Exercise directions> Set down the data below exactly; pictures stay out.

Provided records>
____________________
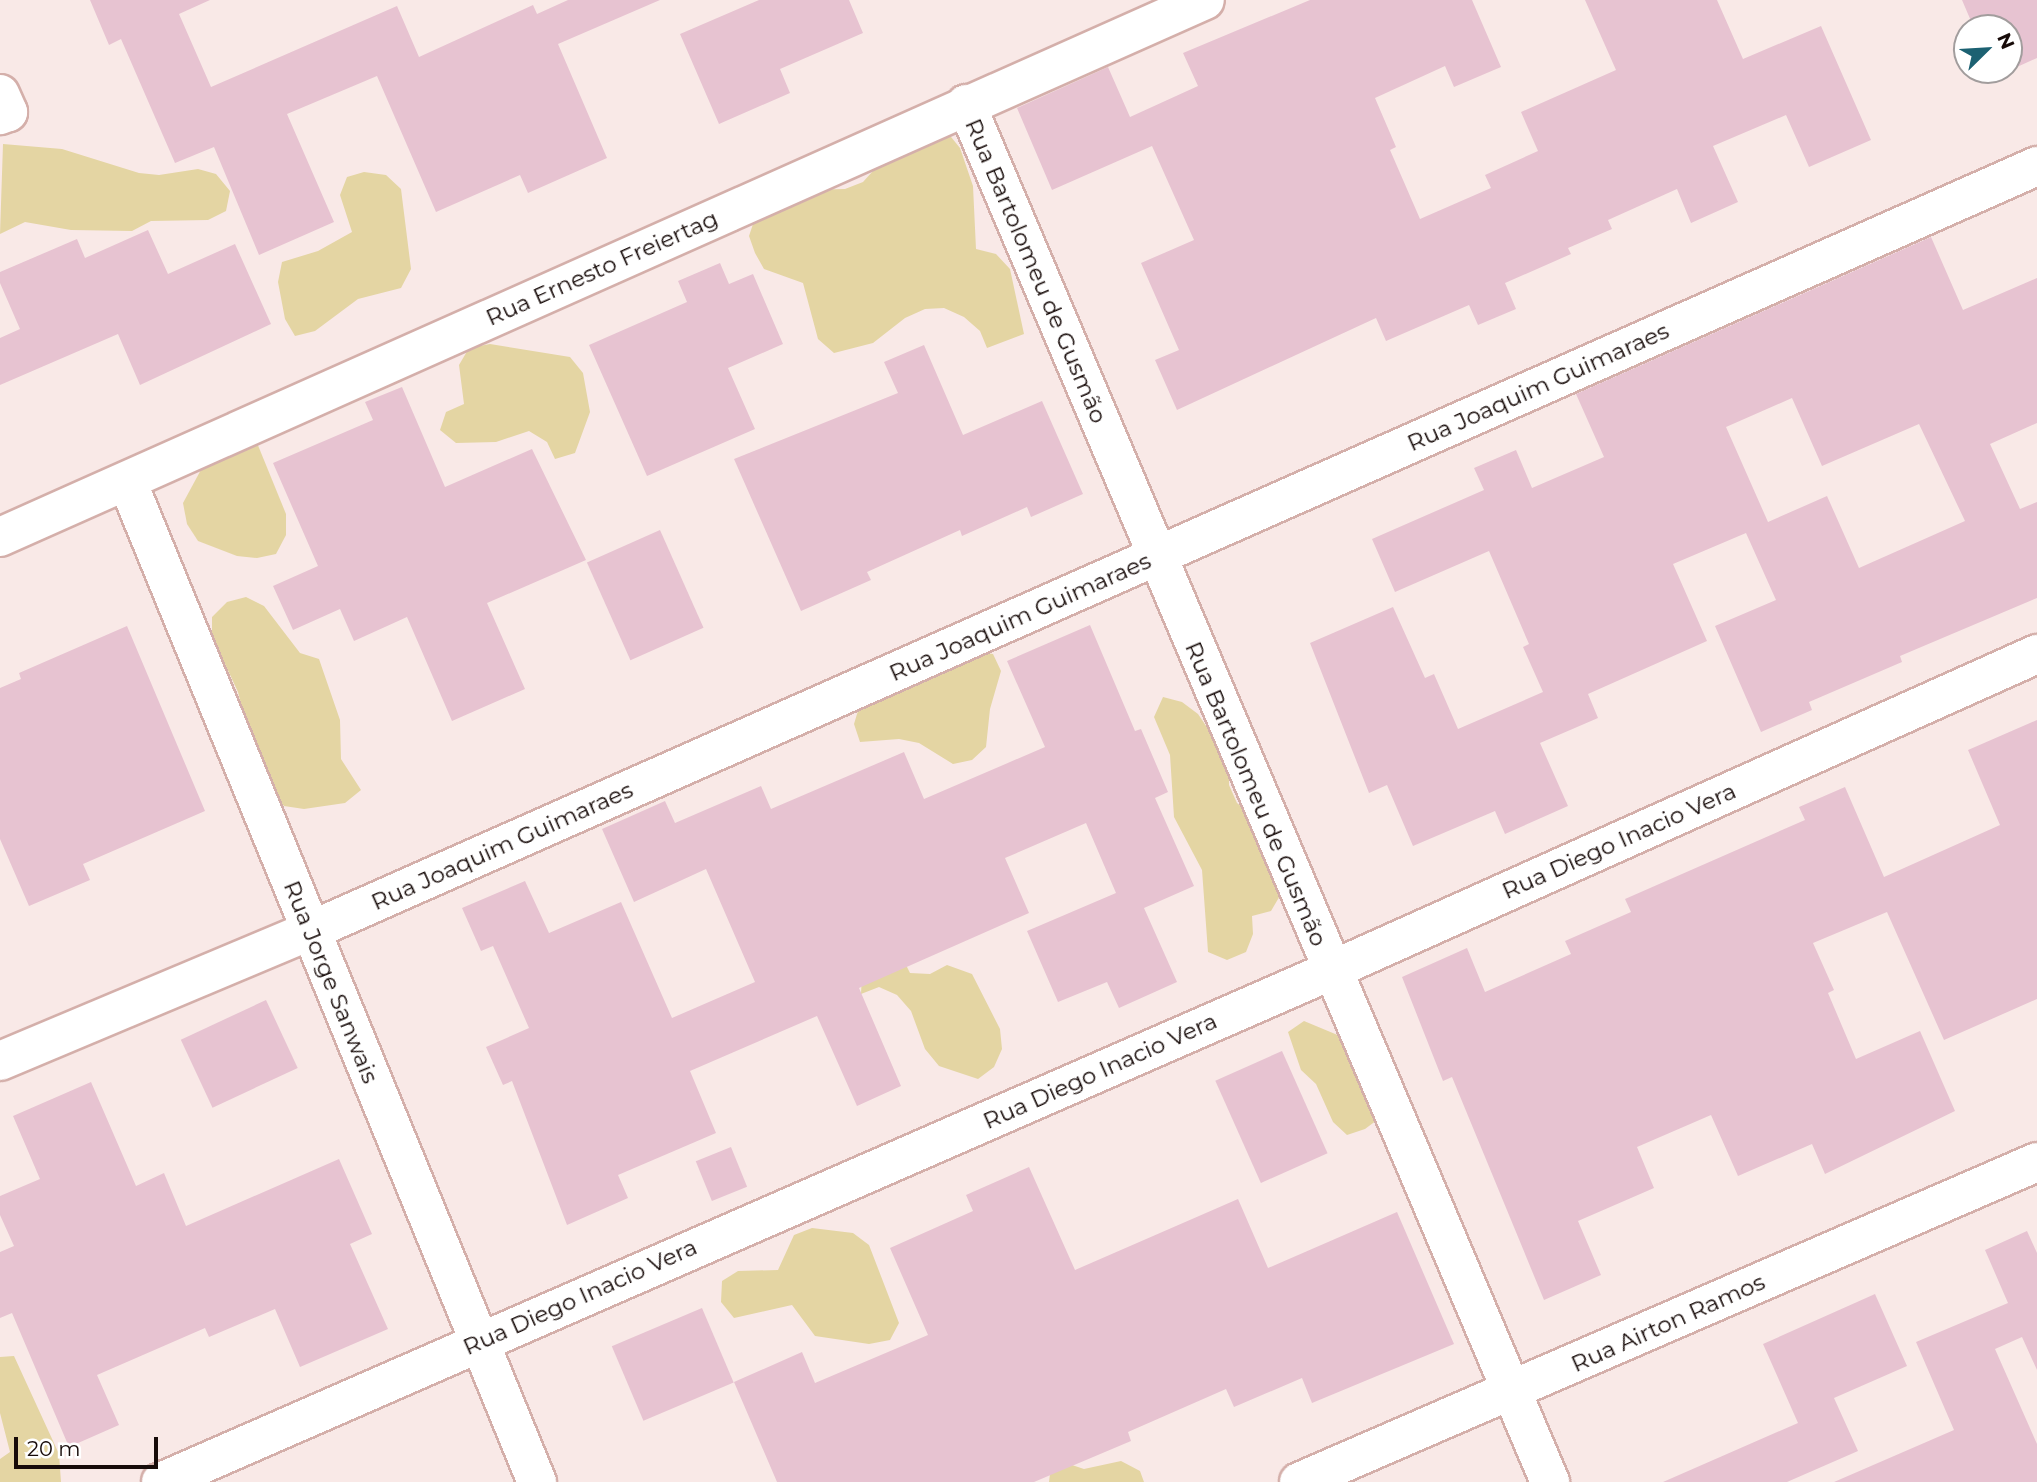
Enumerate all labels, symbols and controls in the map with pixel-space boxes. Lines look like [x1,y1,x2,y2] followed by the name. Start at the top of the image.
[1953,14,2023,84] north arrow
[1992,29,2019,53] text: N
[959,115,1113,427] street label: Rua Bartolomeu de Gusmão
[482,204,722,332] street label: Rua Ernesto Freiertag
[1403,317,1673,457] street label: Rua Joaquim Guimaraes
[885,547,1155,687] street label: Rua Joaquim Guimaraes
[1179,638,1333,950] street label: Rua Bartolomeu de Gusmão
[367,776,637,916] street label: Rua Joaquim Guimaraes
[1498,777,1740,905] street label: Rua Diego Inacio Vera
[278,877,384,1087] street label: Rua Jorge Sanwais
[979,1007,1221,1135] street label: Rua Diego Inacio Vera
[459,1233,701,1361] street label: Rua Diego Inacio Vera
[1567,1268,1769,1378] street label: Rua Airton Ramos
[18,1422,161,1466] scale bar
[27,1436,81,1461] text: 20 m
____________________
Solution to the exercise>
Enumerate all labels, symbols and controls in the map with pixel-space boxes. Lines look like [x1,y1,x2,y2] followed by the name. Start at the top of the image.
[1953,14,2023,84] north arrow
[1992,29,2019,53] text: N
[959,115,1113,427] street label: Rua Bartolomeu de Gusmão
[482,204,722,332] street label: Rua Ernesto Freiertag
[1403,317,1673,457] street label: Rua Joaquim Guimaraes
[885,547,1155,687] street label: Rua Joaquim Guimaraes
[1179,638,1333,950] street label: Rua Bartolomeu de Gusmão
[367,776,637,916] street label: Rua Joaquim Guimaraes
[1498,777,1740,905] street label: Rua Diego Inacio Vera
[278,877,384,1087] street label: Rua Jorge Sanwais
[979,1007,1221,1135] street label: Rua Diego Inacio Vera
[459,1233,701,1361] street label: Rua Diego Inacio Vera
[1567,1268,1769,1378] street label: Rua Airton Ramos
[18,1422,161,1466] scale bar
[27,1436,81,1461] text: 20 m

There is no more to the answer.